I feel like the “way in” must be through 7a, because there are only three possible second digits for one grid, which I think forces a certain second digit in the other grid, to make 3D possible. But I still can’t make it work. Am I thinking correctly (or incorrectly)?

It appears that both the clues for 9a can apply to either grid. Is this correct?

Yes captaincoma, that's what I have.

Finally limped over the line - but it didn't help being an idiot!! Whilst attempting to fill the LH grid I kept getting the 7a & 9a giving an impossible solution for the other 3d, so kept starting (and starting) over again. It was only this morning that I realised that it didn't have to because that solution is in the other b****y grid!! That is the trouble with maths puzzles, if you get fixated on a particular route and don't refresh your mind, you are undoubtedly heading for failure. I would like to change my name to twit!!

Am I being particularly thick today?
Surely the last digits of ,3d and 9a are the same,which cannot be, according to the preamble

Although the preamble says "once as an entry's last digit" that doesn't preclude it from being the last digit of more than one entry. At least, that is the way I see it.
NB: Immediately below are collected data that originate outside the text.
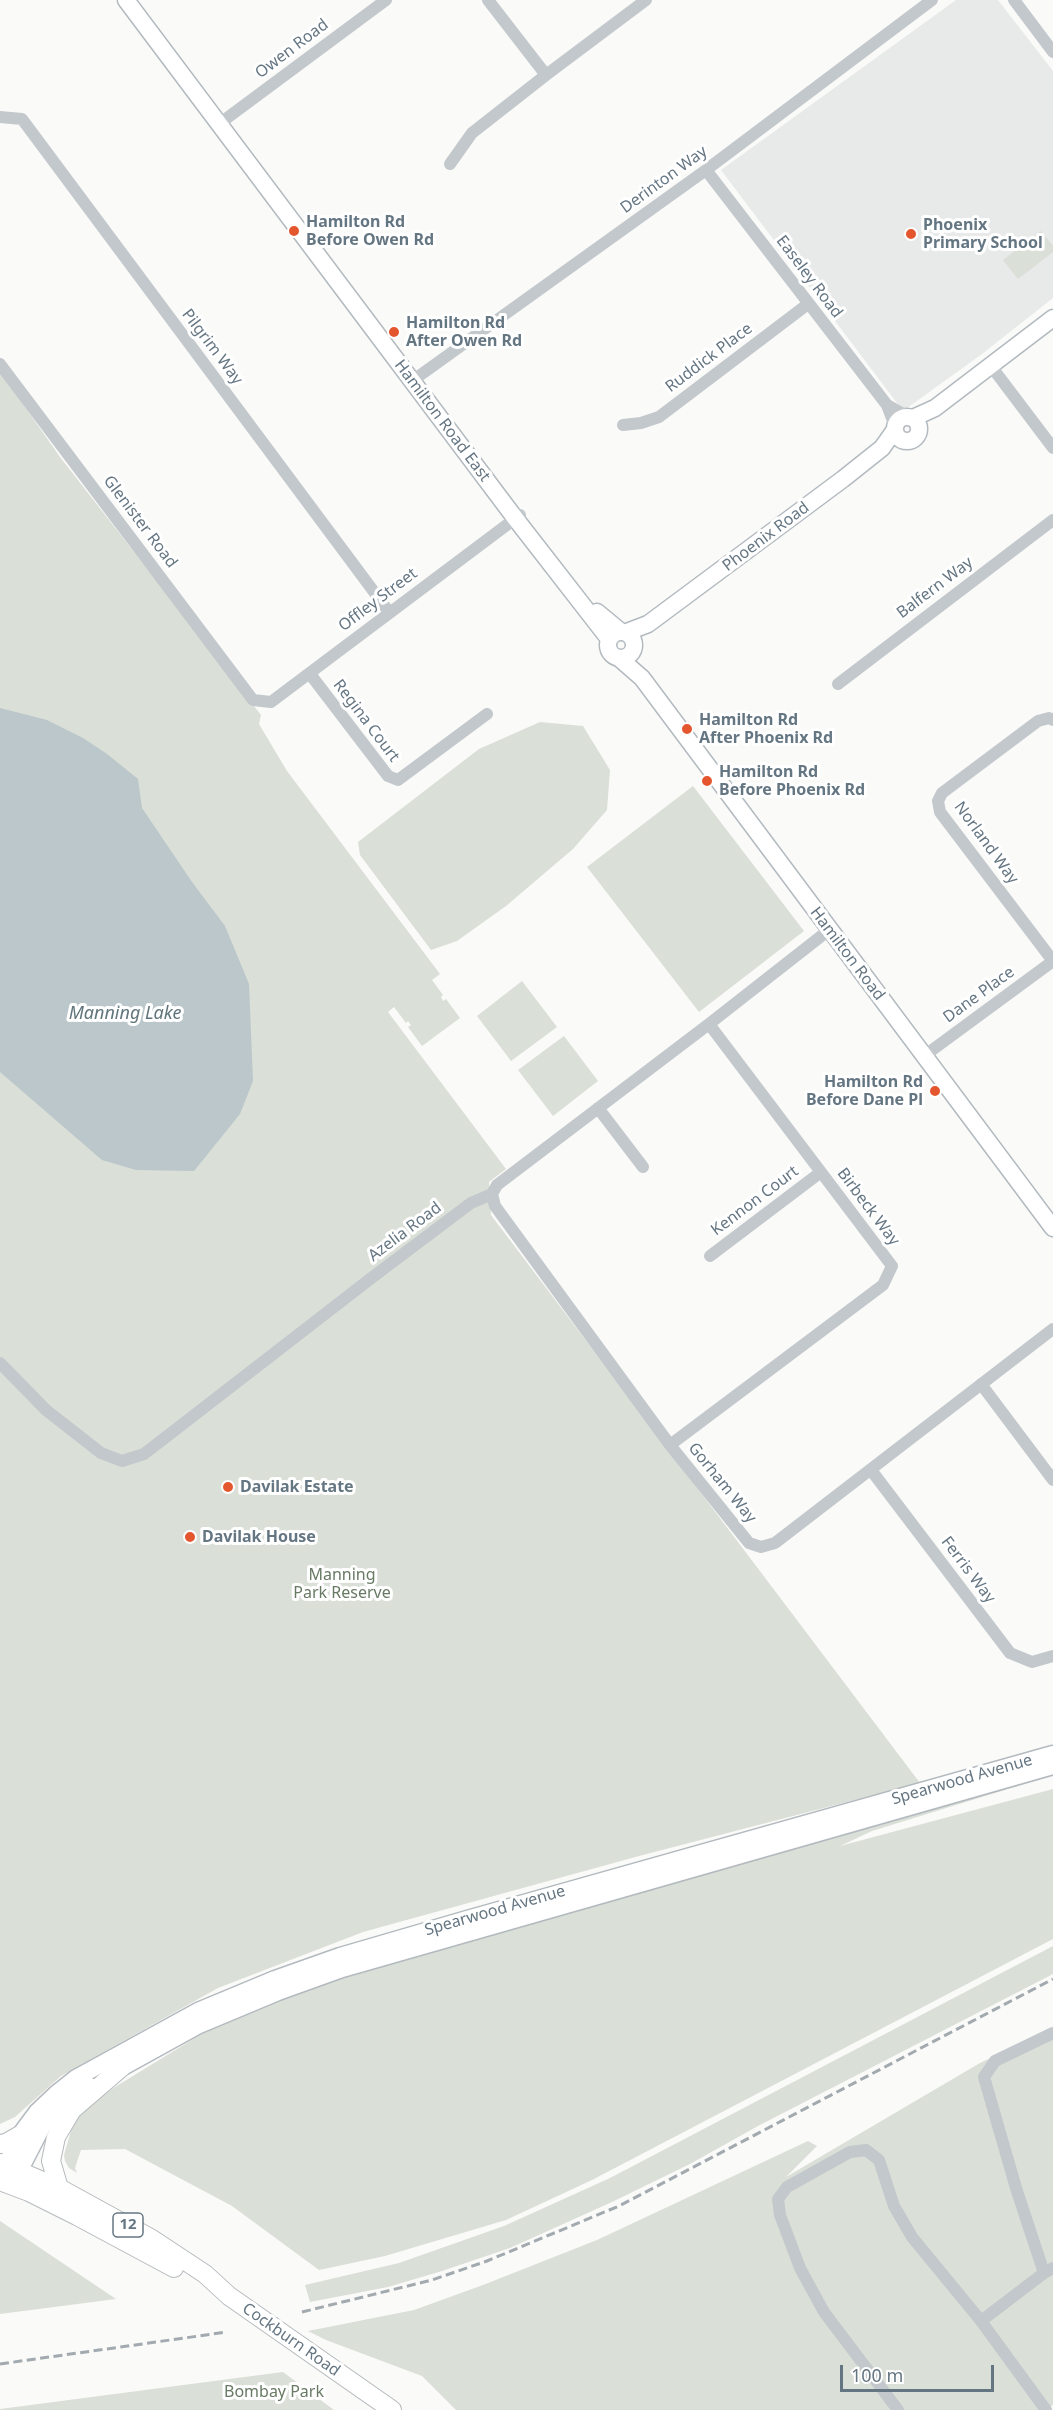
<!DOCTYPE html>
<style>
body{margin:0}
#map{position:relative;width:1053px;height:2410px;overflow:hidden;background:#fafaf8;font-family:"Noto Sans",sans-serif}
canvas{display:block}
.scale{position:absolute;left:840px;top:2365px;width:154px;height:27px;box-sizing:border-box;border:3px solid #657683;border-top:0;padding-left:8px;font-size:18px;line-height:21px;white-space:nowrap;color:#657683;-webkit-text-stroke:4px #fff;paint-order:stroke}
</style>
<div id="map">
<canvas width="1053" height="2410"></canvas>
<div class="scale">100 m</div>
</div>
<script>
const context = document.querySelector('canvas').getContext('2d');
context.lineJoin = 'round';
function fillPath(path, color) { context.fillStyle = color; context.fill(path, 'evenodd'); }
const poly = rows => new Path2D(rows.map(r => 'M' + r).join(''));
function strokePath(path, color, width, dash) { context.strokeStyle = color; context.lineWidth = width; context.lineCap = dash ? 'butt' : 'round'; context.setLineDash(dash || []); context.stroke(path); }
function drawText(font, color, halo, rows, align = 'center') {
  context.font = font + ' "Noto Sans",sans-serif'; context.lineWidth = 6; context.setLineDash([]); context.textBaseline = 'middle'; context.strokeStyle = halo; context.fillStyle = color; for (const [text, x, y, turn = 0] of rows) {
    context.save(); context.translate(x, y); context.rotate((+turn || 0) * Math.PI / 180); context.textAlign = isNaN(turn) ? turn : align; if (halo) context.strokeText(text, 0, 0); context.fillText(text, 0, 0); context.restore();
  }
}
fillPath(poly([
 [956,0,998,0,1053,71,1053,298,982,354,903,411,721,170]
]), '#e8e9e9');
fillPath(poly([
 [1041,231,1053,246,1053,252,1018,279,1003,260],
 [0,371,60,457,261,715,259,724,287,771,440,974,432,980,443,995,441,997,443,1001,446,999,460,1018,422,1046,408,1027,411,1025,408,1021,406,1023,394,1007,388,1012,506,1169,489,1182,491,1215,920,1783,639,1856,363,1932,218,1988,61,2076,15,2117,0,2124],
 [540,722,583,726,610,770,607,810,573,849,506,906,457,941,431,950,360,855,358,842,479,749],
 [693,786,804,931,699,1012,587,867],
 [522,981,557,1027,511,1061,477,1016],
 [564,1036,598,1081,553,1116,518,1070],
 [1053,1771,1053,1775,872,1831,840,1846,1053,1789,1053,1939,592,2180,506,2220,385,2256,319,2270,232,2206,125,2149,81,2150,75,2168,77,2173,69,2168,65,2161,64,2155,71,2131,78,2116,86,2108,115,2087,221,2022,332,1979],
 [1053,1946,1053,1974,758,2126,690,2164,612,2202,510,2248,442,2271,388,2287,310,2302,305,2285,399,2263,504,2226,610,2178],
 [1053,2028,1053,2405,1046,2410,456,2410,422,2376,326,2340,308,2331,414,2310,483,2285,597,2240,808,2141,817,2146,786,2177,980,2063],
 [0,2221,116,2299,0,2314],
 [283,2372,334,2410,0,2410,0,2409]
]), '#dadfd7');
fillPath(poly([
 [0,708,47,720,83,738,107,754,138,779,142,808,192,882,225,926,249,984,253,1081,240,1114,194,1171,136,1170,102,1160,0,1072]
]), '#bbc7cb');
const secondary = poly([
 [126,0,515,518,609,639],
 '895 429a12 12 0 1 1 24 0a12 12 0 1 1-24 0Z',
 [913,418,935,408,1053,318],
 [597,612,620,631],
 '608 645a13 13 0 1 1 26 0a13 13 0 1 1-26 0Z',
 [627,632,648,624,843,479,882,448,894,431],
 [619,658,642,678,1053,1228],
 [112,2073,199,2025,278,1992,342,1969,1053,1766],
 [0,2178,20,2135,37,2112,56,2094,76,2078,198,2011,275,1979,340,1956,467,1919,1053,1754],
 [13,2183,42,2127,63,2104,90,2086]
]);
const primary = poly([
 [0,2144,6,2143,20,2135],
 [0,2163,59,2188,152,2239,205,2274,229,2296,392,2410],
 [0,2181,29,2192,77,2216,174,2268],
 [59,2188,51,2161,56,2137,72,2110,122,2067]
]);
strokePath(secondary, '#b3babf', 19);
strokePath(primary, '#b5babe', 20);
strokePath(poly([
 [488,0,546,75,646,0],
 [1014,0,1053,52],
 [0,117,22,119,389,612],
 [219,124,386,0],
 [450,164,472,133,546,75],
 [706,170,887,405,895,426],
 [0,364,253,700,271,702,520,515],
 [991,366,1053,448],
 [412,381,706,170,932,0],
 [887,405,908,417],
 [623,425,641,423,659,417,808,304],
 [310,674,388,776,398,780,487,714],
 [838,684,1053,520],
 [1053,720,1049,718,1038,721,942,793,938,801,940,812,1053,961],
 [924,1056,1053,961],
 [598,1108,643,1167],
 [492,1194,495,1206,670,1445,749,1543,761,1547,775,1543,1053,1329],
 [710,1256,821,1172],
 [0,1363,46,1410,101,1453,122,1461,144,1454,374,1276,471,1203,492,1194,497,1185,709,1024,829,930],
 [981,1384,1053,1480],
 [670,1445,883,1285,892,1266,709,1024],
 [871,1470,1010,1653,1032,1662,1053,1656],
 [1053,2033,995,2061,984,2077,1016,2188,1044,2273,1053,2268],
 [981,2321,1044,2273],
 [898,2410,824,2312,800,2268,780,2215,778,2199,787,2187,850,2152,866,2150,879,2160,894,2206,912,2237,981,2321,1046,2410]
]), '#c3c8cc', 12);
strokePath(secondary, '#fff', 16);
strokePath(primary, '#fff', 18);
strokePath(poly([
 [302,2312,432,2280,487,2261,619,2206,1053,1979],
 [0,2364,227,2332]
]), '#a2aab0', 3, [9, 4.5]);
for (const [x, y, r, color] of [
 [294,231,6,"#e4572e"],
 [911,234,6,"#e4572e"],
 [394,332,6,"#e4572e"],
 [687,729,6,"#e4572e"],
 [707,781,6,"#e4572e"],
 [935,1091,6,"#e4572e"],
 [228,1487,6,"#e4572e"],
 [190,1537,6,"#e4572e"]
]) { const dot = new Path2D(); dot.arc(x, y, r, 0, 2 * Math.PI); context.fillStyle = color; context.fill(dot); strokePath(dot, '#fff', 2); }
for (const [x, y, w] of [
 [128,2225,30]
]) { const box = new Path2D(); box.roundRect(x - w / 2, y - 12, w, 24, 4.5); context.fillStyle = '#fff'; context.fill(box); strokePath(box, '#657683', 1.5); }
drawText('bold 15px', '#657683', null, [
 ["12",128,2225]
]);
drawText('16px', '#657683', '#fff', [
 ["Owen Road",292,49,-37],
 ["Derinton Way",664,180,-36],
 ["Easeley Road",809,277,53],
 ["Pilgrim Way",212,347,53],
 ["Ruddick Place",709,358,-37],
 ["Hamilton Road East",442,421,53],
 ["Glenister Road",140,522,53],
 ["Phoenix Road",766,537,-37],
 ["Balfern Way",935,588,-37],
 ["Offley Street",378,600,-37],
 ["Regina Court",366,721,53],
 ["Norland Way",986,843,54],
 ["Hamilton Road",847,954,53],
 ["Dane Place",979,995,-36],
 ["Kennon Court",755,1201,-37],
 ["Birbeck Way",868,1207,53],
 ["Azelia Road",405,1232,-37],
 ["Gorham Way",722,1483,51],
 ["Ferris Way",968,1570,53],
 ["Spearwood Avenue",962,1780,-16],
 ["Spearwood Avenue",495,1911,-16],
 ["Cockburn Road",291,2340,35]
]);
drawText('bold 16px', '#657683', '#fff', [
 ["Hamilton Rd",306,222],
 ["Before Owen Rd",306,240],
 ["Phoenix",923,225],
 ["Primary School",923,243],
 ["Hamilton Rd",406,323],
 ["After Owen Rd",406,341],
 ["Hamilton Rd",699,720],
 ["After Phoenix Rd",699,738],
 ["Hamilton Rd",719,772],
 ["Before Phoenix Rd",719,790],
 ["Hamilton Rd",923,1082,"right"],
 ["Before Dane Pl",923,1100,"right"],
 ["Davilak Estate",240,1487],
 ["Davilak House",202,1537]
], 'left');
drawText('16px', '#687a64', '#fff', [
 ["Manning",342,1575],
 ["Park Reserve",342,1593],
 ["Bombay Park",274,2392]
]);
drawText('italic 18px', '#60757c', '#fff', [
 ["Manning Lake",125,1014]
]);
</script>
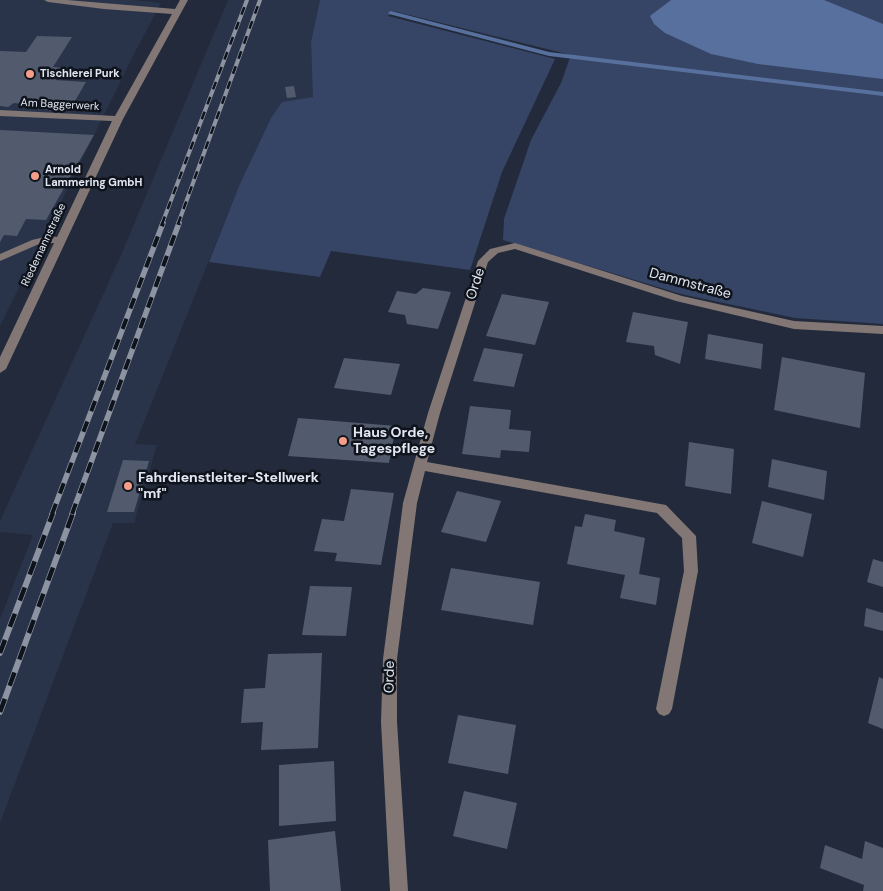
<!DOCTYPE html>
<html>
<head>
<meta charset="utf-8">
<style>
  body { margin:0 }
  canvas { display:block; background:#222a3b }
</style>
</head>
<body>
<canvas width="883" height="891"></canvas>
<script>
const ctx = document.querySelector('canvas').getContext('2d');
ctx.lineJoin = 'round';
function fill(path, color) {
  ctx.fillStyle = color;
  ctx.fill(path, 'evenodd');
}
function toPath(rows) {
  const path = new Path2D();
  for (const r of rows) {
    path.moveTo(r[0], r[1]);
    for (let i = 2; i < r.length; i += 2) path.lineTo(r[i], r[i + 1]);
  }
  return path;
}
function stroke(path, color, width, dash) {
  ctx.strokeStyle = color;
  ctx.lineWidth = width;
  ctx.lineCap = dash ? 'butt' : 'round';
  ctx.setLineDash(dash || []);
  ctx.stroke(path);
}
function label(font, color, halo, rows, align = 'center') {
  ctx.font = font + ' "DM Sans",sans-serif';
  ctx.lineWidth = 5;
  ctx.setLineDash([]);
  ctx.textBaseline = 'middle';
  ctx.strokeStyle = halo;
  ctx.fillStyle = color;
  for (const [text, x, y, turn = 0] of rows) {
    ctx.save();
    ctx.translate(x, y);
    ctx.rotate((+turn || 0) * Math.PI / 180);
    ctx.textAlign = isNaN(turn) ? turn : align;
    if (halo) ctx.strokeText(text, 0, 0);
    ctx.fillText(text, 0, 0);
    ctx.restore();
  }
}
fill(toPath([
  [0,0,134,0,161,3,134,54,0,326],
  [228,0,320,0,311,42,314,97,282,102,271,118,239,186,135,444,157,445,134,523,113,523,0,823,0,619,33,535,0,532,0,521,122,253]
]), '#29344b');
fill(toPath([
  [320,0,883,0,883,324,795,318,681,294,503,240,504,219,531,140,561,83,571,55,393,11,388,16,555,59,502,172,470,270,331,251,320,277,209,262,239,186,271,118,282,102,313,97,311,42]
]), '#364565');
fill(toPath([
  [671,0,824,0,883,24,883,79,758,64,711,54,665,33,654,24,650,16]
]), '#58709e');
fill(toPath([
  [391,11,549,52,883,92,883,96,549,56,389,14,388,13,391,11]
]), '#58709e');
fill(toPath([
  [37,36,72,37,53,67,63,68,55,80,86,82,69,111,36,109,39,105,14,103,8,107,0,106,0,51,26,52],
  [294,86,296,97,287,98,285,87],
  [0,130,94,135,46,220,26,219,17,236,4,235,0,242],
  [423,288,451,292,438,329,407,324,405,315,388,312,397,291,416,294],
  [502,294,549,302,535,345,486,336],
  [633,312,688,322,680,364,655,355,654,346,626,342],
  [708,334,763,344,761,369,705,359],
  [484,348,523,354,514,387,473,381],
  [782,357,865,373,860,428,774,410],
  [344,358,400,364,391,395,334,388],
  [470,406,511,410,509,429,531,431,529,452,501,450,500,458,462,454],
  [298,418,396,426,389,463,288,456],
  [689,442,734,449,731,494,685,486],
  [772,459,827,471,824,500,768,487],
  [123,460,149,461,134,512,107,512],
  [351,489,394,493,381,565,335,561,337,553,314,551,322,519,344,521],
  [457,491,501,501,486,542,441,532],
  [762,501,812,514,803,557,752,543],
  [585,514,616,520,614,531,645,538,639,574,660,578,656,605,620,598,625,575,567,564,575,526,582,527],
  [873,559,883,562,883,587,867,582],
  [451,568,540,582,533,625,441,610],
  [310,586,352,587,346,636,302,635],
  [866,608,883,613,883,631,864,626],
  [322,653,318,748,261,750,263,722,241,723,244,689,265,688,268,654],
  [879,677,883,679,883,729,868,723],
  [458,715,516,725,508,774,448,763],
  [334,761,336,821,279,826,279,765],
  [464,791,517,803,507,849,453,836],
  [335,831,341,891,270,891,268,840],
  [865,841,883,848,883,891,863,891,864,885,820,868,825,845,862,859]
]), '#525b6e');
fill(toPath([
  [44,0,67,0,175,9,180,0,188,0,123,119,6,369,0,373,0,357,54,243,39,244,0,261,0,254,32,240,49,236,57,237,112,121,0,116,0,110,115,116,172,14,104,9,48,2,44,0],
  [515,243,682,296,794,321,883,326,883,334,794,329,676,301,515,249,498,253,488,262,440,413,427,462,666,505,696,536,698,571,672,709,669,714,664,716,659,714,656,709,684,571,682,538,657,513,425,471,417,503,397,659,397,722,408,891,390,891,381,722,383,659,403,503,428,413,478,261,490,249,515,243]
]), '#827774');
const railFar2 = toPath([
  [162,224,247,0],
  [178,224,260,0]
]);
const railFar1 = toPath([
  [52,514,163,223],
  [72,514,179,223]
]);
const rail = toPath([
  [0,653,53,513],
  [0,712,73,513]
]);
stroke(railFar2, '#8d94a1', 4);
stroke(railFar1, '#8d94a1', 5.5);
stroke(rail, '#8d94a1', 6);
stroke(railFar2, '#0f131b', 2.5, [8]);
stroke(railFar1, '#0f131b', 4, [11]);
stroke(rail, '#0f131b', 4.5, [14]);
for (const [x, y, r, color] of [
  [30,74,5,"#f49e89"],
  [35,176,5,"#f49e89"],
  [343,441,5,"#f49e89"],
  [128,486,5,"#f49e89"]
]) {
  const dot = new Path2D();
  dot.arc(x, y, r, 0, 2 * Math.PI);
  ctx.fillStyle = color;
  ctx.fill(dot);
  stroke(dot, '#0f131b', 2);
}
label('bold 11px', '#e2e8f3', '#0f131b', [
  ["Tischlerei Purk",40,74],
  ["Arnold",45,170],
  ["Lammering GmbH",45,183]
], 'left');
label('11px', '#e2e8f3', '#0f131b', [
  ["Am Baggerwerk",60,105,3],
  ["Riedemannstraße",44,245,-65]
]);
label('14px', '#e2e8f3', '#0f131b', [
  ["Orde",476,284,-72],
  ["Dammstraße",690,284,15],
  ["Orde",390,677,-89]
]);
label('bold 14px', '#e2e8f3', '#0f131b', [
  ["Haus Orde,",353,433],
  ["Tagespflege",353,449],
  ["Fahrdienstleiter-Stellwerk",138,478],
  ["\"mf\"",138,494]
], 'left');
</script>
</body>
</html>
There are 11 clues, so clearly one cell must be the final cell of two of them.

If you look at each grid, these cells must all contain full set of different digits:

Row 1: cells 1, 3, 4
Row 2: cells 1, 2, 4
Row 3: cells 1, 3, 4
Row 4: cell 1

All the other cells end an entry, and those cells must also contain full set of different digits. That’s all the preamble means

Thank you, Gitto and Quisling. That confirms my understanding. The wording. '[A]n' entry and 'once not' are a little too cryptic for my liking, but I think I see the intention of the setter.

Got there. Worth the effort! Thanks, Oyler.